Starting a PhD is daunting to say the least. The gap in knowledge between research and undergraduate study is a rather large one. Therefore many students, like myself, have experienced ‘imposter syndrome’ – the feeling that it was a mistake on the academics to choose you for the PhD project but they do not know yet. Here, I suggest perspectives that might help deal with this phenomenon. Part 1 of 2

This blog post discusses imposter syndrome, the feeling of inadequacy despite having achieved success. Alex suggests that understanding and knowledge are two different concepts and that a researcher’s job is to extend their understanding to gain new knowledge. He argues that while it is normal for new researchers to feel like imposters when they are surrounded by people with more knowledge than them, they should focus on their ability to draw new lines of understanding. Alex believes that vivas test understanding, not knowledge, and that one’s ability to derive new understandings from previously known concepts is what defines a good researcher.


My PhD supervisor and I were standing in the lab preparing a sample for the electron microscope. It is a semi-dull activity, rich in opportunity for conversations about the minutia of life. I mentioned to him I was worried about the viva. I have always struggled with thinking on my feet. When my mind is stressed in such a way it takes the option of shutting down completely, leaving the occupier (i.e. me) to stare blankly at the wall. After some much-needed reassurance and useful advice, he says something which piques my interest. He mentions the viva is a “test of your knowledge”. Curious, I respond “I thought it was a test of my understanding?”. “Well”, he says in a semi-throwaway manner, “what really is the difference between understanding and knowledge.”

And I was away.

You see I am a tangent machine. I love them. Most of my ideas come from the wandering of my mind. Therefore, over the next few days, my subconscious went to work trying to figure out exactly what the difference between understanding and knowledge was.

I had an intuition this was important for my imposter syndrome.

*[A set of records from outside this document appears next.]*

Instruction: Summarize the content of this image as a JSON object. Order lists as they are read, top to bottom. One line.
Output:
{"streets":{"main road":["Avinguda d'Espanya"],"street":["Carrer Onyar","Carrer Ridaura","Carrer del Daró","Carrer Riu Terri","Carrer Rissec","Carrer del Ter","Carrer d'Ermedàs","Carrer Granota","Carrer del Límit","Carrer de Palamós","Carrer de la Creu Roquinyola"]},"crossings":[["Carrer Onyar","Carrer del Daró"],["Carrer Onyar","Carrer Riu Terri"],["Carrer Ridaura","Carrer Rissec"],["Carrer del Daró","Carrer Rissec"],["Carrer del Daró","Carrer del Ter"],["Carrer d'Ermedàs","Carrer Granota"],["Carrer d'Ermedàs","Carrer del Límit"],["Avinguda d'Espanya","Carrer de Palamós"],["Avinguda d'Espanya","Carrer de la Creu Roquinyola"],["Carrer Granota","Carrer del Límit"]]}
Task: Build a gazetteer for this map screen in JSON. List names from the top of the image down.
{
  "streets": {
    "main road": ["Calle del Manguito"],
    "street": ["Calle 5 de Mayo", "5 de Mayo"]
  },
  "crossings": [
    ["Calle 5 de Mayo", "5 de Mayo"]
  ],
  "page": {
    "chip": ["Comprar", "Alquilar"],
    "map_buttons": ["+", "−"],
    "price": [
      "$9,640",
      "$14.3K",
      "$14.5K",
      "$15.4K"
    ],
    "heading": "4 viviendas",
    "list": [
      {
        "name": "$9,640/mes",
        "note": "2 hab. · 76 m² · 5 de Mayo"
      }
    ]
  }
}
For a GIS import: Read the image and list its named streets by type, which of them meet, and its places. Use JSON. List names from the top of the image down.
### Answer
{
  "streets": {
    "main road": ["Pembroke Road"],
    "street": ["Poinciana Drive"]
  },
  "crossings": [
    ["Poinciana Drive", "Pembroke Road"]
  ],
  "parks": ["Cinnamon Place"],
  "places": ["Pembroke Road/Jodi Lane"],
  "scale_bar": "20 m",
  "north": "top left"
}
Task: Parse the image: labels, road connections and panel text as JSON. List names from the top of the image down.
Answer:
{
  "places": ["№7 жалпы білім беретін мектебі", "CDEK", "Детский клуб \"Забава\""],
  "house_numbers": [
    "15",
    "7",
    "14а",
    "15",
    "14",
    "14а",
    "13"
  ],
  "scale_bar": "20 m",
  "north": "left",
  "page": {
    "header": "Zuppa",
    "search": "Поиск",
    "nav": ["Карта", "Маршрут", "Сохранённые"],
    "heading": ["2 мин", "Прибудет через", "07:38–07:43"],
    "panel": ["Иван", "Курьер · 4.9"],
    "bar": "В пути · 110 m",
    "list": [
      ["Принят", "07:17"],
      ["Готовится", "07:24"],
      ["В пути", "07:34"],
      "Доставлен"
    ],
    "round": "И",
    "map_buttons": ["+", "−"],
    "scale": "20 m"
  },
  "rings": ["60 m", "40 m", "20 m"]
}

I cannot recall the number of times I have sat in a meeting or around the coffee table with colleagues, worrying about all the words, concepts and techniques I didn’t know about. I felt like everyone else around me was an expert, and in comparison, I was most certainly not.

My mind first thought about possible examples of humans who have a great propensity for knowledge. An image flashed up in my mind of a news story I had seen on the internet. It was of this man (an autistic savant) who was able to go on a single helicopter ride around New York City, then incredibly, was able to afterwards paint the entire scene from memory – including intricate details like the positions of each window on every building. He had this fantastic ability to store knowledge far beyond the average human being.

I began to wonder why there weren’t more people like this in the physics community? When considering those around me, I realised that quite a few would be pretty poor at attempting to draw from memory – including me. Early on it seemed like physics does not require a high propensity for knowledge.

I considered the most extreme case – an individual who had all the propensity for knowledge but not for understanding. They would be able to draw the scene of New York from memory without a single error. However, if they were asked to draw the sewer system, they would simply respond: I can’t see the sewer system. They would be only able to draw what they see.  They wouldn’t be able to connect the dots from known gaps, or project to new pieces of knowledge from known connected pieces of knowledge.

We can guess where the sewer system lies by connecting pieces of knowledge we have from the image. Firstly, each building must contain people for protracted periods of time, each of these people require toilets, so some of the rooms in the buildings must be toilets. These toilets require plumbing systems which must take waste away from the city (or else it would pile up and smell really bad). Since there are no pipes seen above the ground, they must be underground. Due to erosion over time these pipes will require maintenance, therefore almost the entirety of the pipe must be easily accessible. The pipes should therefore follow the roads.

Without seeing the pipes we can understand where the pipes are by using the knowledge available to us and connecting them together. If we represent a piece of knowledge as a dot, a ‘piece’ of understanding is the connection between two dots. An idea is a bunch of dots connected together.

As a researcher, we are attempting to obtain new pieces of knowledge. So if we imagine drawing a circle of known human knowledge, a new piece of knowledge is a dot that resides just outside it. A researcher’s job is to draw a line to a potential new piece of knowledge. Science is the act of drawing as many new lines from different dots as possible and the dots remain in the same place. A researchers job, I realised, has a great propensity for understanding (of drawing new lines) rather than knowledge. A researcher’s job is to extend understanding to a new piece of knowledge, not to know what already exists. Neither is it the researcher’s job to have a good understanding of previous knowledge outside of the specific area the researcher works in. It can certainly help draw unconventional links and form better ideas, but it is not necessary.

As a new researcher, you enter an environment where initially most have more knowledge than you, and maybe even a better understanding of previously known concepts – but that is not what defines what a ‘good’ researcher is. A good researcher has a great propensity to draw new lines. Vivas are supposed to test understanding, not knowledge. Understanding is what is tested in the examinations towards the end of an undergraduate. The ability of the individual to draw new understandings, not how much the individual knows – moving away from the knowledge-based examinations at school.

Objectively, at the beginning of a PhD, there is no reason to feel like an imposter. If you are on a PhD program, it means your grades were good enough to show that you are able to derive new understandings from previously known knowledge. Even with this knowledge, it can still feel like that is not the case, but in time this will change. When you become more knowledgeable about your field you will be surprised how your language changes.